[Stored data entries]
####

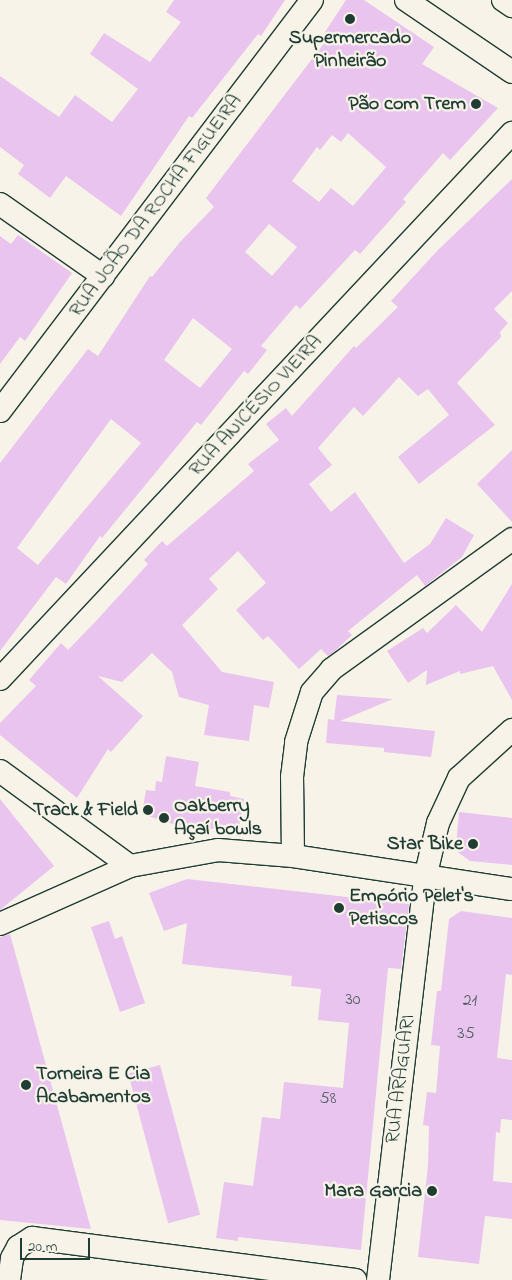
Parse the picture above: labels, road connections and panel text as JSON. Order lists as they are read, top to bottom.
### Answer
{
  "streets": {
    "street": ["RUA JOÃO DA ROCHA FIGUEIRA", "RUA ANICÉSIO VIEIRA", "RUA ARAGUARI"]
  },
  "places": [
    "Supermercado Pinheirão",
    "Pão com Trem",
    "Track & Field",
    "Oakberry Açaí bowls",
    "Star Bike",
    "Empório Pelet's Petiscos",
    "Torneira E Cia Acabamentos",
    "Mara Garcia"
  ],
  "house_numbers": [
    "30",
    "21",
    "35",
    "58"
  ],
  "scale_bar": "20 m"
}
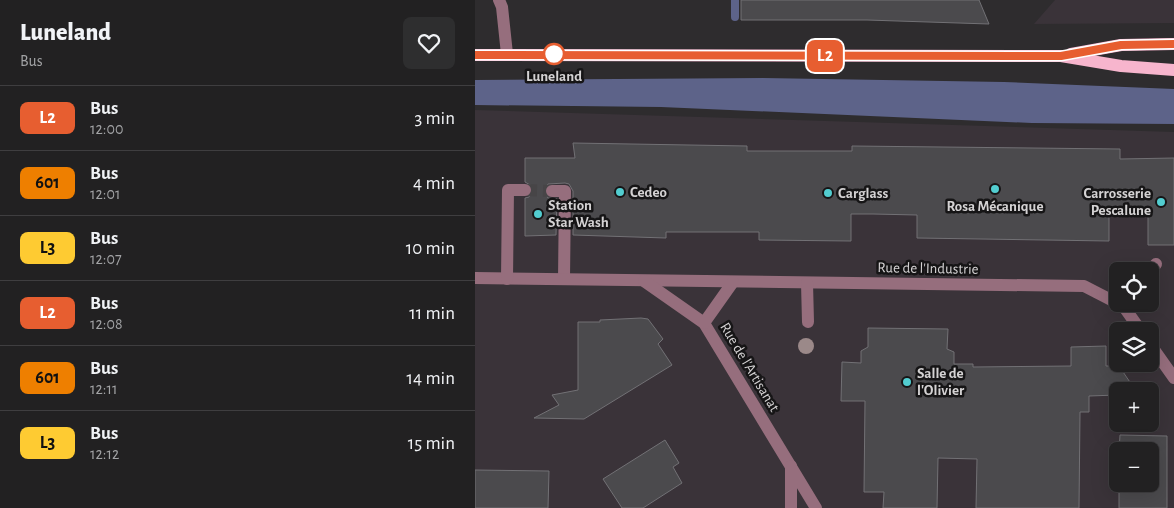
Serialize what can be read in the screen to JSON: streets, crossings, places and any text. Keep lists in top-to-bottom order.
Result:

####

• _The task_
Please print the entries above exactly. Skip every picture.

• _Your response_
Parse the picture above: labels, road connections and panel text as JSON. Order lists as they are read, top to bottom.
### Answer
{
  "streets": {
    "street": ["RUA JOÃO DA ROCHA FIGUEIRA", "RUA ANICÉSIO VIEIRA", "RUA ARAGUARI"]
  },
  "places": [
    "Supermercado Pinheirão",
    "Pão com Trem",
    "Track & Field",
    "Oakberry Açaí bowls",
    "Star Bike",
    "Empório Pelet's Petiscos",
    "Torneira E Cia Acabamentos",
    "Mara Garcia"
  ],
  "house_numbers": [
    "30",
    "21",
    "35",
    "58"
  ],
  "scale_bar": "20 m"
}
Serialize what can be read in the screen to JSON: streets, crossings, places and any text. Keep lists in top-to-bottom order.
Result:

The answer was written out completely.